In light of the hit-heavy catalog (including several US #1 singles) with a chart run (i.e. Billboard top 40 singles chart hits) spanning over at least three decades that Madonna has to look back on, she undoubtedly had to make difficult trade-offs as she assembled her concert setlist. Regardless of the direction she went in with the setlist, she was bound to make noteworthy omissions (oddly enough, this is a truly enviable situation for an artist to be in). That being said, the flavor of trade-offs (and allocation of concert time) that she did end up making provide a fascinating glimpse into what Madonna considers a “celebration” (as per the title of the tour). To her, a celebration involves  shining a spotlight on her career’s critical inflection points (both commercial and stylistic), defining attributes of the brand that she had meticulously cultivated and nurtured over the years, and the cultural moments inextricably linked to the music. Here were some of the defining elements of this brilliant approach:

Leveraging her longstanding brand attribute of stylistic evolution and using it to facilitate generous audience proximity:

The measure of what constitutes “good tickets” or “good seats” for a concert is always a function of the distance of the ticket-buyer from the stage. In the context of the concert layout of Madison Square Garden, this essentially means that if you a concert attendee that is NOT in the first 15 rows of floor seating or on the lower-levels of the first two side sections to the front of the stage, the view of the stage is average at best and there is a feeling of a vast distance to the music act performing. But what if there are multiple stages dispersed across the floor seating area and connected by ramps (which are also leveraged as platforms by the artist’s dance troupe)? What if the artist performing is made to hover in a glass container above the audience in the floor seating area and taken all the way back of the stadium (I am incredibly curious about what the insurance implications are for this type of over-the-top setup)? What about the use of screens that drop down periodically to face the audience sitting on the sides to bolster an already awe-inspiring visual and performance aesthetic? In the case of Madonna’s concert on January 29(2024), NONE of these are hypothetical questions.

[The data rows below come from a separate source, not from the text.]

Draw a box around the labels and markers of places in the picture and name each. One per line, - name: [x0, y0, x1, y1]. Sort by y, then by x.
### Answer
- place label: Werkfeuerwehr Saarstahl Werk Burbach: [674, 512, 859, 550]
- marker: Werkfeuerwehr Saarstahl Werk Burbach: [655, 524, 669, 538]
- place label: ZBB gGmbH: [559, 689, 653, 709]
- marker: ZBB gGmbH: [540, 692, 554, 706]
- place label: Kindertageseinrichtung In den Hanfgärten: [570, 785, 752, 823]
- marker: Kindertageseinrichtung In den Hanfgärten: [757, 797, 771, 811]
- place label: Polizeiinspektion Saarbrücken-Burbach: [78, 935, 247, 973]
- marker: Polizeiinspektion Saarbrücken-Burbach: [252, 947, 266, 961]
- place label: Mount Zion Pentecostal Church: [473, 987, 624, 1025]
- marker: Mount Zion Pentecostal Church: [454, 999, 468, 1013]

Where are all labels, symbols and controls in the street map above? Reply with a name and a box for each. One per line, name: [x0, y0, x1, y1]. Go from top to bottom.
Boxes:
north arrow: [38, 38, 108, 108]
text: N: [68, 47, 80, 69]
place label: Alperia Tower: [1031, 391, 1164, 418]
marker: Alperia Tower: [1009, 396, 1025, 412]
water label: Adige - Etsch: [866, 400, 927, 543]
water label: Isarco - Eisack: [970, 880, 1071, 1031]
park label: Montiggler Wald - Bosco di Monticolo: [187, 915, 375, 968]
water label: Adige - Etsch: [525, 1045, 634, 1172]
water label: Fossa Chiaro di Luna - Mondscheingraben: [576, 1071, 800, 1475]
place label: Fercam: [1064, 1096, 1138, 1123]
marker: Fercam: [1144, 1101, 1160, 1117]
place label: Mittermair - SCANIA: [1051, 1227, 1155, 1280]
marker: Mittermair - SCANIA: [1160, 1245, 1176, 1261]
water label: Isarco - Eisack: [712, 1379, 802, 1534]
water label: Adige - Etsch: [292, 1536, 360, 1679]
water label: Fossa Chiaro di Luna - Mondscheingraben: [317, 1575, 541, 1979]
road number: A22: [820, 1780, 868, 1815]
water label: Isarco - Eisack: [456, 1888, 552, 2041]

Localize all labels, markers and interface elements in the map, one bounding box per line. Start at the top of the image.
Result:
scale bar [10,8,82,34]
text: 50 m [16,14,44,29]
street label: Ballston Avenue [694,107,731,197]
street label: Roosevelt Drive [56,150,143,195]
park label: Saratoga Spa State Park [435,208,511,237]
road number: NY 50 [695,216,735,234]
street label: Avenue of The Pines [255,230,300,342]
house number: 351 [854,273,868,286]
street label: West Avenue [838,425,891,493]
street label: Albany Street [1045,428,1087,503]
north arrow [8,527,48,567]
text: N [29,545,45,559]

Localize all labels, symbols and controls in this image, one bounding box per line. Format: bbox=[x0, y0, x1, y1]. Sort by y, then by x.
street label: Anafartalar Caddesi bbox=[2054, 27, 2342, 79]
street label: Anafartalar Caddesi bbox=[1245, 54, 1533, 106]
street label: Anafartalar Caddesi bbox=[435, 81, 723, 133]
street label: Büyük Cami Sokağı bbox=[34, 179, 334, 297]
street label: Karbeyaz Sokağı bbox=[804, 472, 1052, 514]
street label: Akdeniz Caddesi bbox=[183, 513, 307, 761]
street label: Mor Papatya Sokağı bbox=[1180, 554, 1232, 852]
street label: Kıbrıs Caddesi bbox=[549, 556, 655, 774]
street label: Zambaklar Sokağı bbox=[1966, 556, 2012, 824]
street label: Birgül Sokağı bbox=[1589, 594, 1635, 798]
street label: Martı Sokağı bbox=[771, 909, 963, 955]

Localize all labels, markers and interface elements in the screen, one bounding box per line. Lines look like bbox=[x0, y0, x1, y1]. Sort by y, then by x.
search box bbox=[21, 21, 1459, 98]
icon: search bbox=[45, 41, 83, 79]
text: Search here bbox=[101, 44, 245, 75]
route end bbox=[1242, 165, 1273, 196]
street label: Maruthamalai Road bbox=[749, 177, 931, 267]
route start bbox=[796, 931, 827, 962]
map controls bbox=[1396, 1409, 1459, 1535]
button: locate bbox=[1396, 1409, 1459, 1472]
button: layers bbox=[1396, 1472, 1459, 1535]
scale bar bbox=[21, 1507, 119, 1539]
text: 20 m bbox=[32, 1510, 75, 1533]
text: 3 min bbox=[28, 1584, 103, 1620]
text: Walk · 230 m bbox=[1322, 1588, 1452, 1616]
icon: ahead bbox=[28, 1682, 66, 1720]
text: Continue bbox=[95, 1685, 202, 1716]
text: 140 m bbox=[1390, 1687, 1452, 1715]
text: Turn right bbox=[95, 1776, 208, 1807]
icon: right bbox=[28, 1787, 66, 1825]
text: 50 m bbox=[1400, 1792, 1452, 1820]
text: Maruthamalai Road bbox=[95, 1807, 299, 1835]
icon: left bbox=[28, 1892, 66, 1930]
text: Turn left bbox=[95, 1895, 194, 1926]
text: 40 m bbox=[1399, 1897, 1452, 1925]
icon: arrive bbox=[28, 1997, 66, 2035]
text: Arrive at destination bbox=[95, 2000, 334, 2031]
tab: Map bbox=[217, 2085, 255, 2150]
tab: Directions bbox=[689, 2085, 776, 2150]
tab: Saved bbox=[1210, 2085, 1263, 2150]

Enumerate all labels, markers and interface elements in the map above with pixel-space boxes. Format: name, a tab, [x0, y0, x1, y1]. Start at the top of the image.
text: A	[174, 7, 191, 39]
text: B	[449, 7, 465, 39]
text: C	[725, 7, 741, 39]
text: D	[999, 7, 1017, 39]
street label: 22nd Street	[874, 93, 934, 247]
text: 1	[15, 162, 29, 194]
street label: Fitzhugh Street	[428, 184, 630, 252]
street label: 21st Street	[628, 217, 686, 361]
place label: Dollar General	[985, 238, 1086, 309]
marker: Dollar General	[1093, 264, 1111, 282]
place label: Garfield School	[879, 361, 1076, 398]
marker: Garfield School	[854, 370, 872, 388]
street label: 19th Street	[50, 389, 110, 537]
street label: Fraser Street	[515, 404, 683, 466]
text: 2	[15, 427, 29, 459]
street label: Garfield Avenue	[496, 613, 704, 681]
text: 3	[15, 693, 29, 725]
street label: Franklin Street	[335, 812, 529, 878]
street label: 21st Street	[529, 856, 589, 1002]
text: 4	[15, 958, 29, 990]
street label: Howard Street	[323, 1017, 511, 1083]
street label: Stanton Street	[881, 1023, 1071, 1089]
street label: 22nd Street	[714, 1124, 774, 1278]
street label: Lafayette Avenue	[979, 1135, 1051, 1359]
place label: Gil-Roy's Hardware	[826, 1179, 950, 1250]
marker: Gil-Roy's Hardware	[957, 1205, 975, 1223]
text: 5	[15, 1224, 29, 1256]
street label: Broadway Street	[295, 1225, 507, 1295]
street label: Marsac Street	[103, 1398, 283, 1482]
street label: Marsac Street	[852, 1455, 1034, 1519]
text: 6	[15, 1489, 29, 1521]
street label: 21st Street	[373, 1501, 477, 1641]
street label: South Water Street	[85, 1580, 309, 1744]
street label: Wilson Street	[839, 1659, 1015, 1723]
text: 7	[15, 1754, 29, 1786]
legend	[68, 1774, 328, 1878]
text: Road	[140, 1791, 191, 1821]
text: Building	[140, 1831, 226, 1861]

All of the above were used in a way that bridged the distance between the star of the evening and the audience. The main stage was a circular one with a revolving perimeter – but only some of the action happened there. At times, there were performers on different stages and on the ramps at the same time. In addition to audience proximity, this unconventional stage design made for a stunning visual spectacle of the sort that we rarely ever see.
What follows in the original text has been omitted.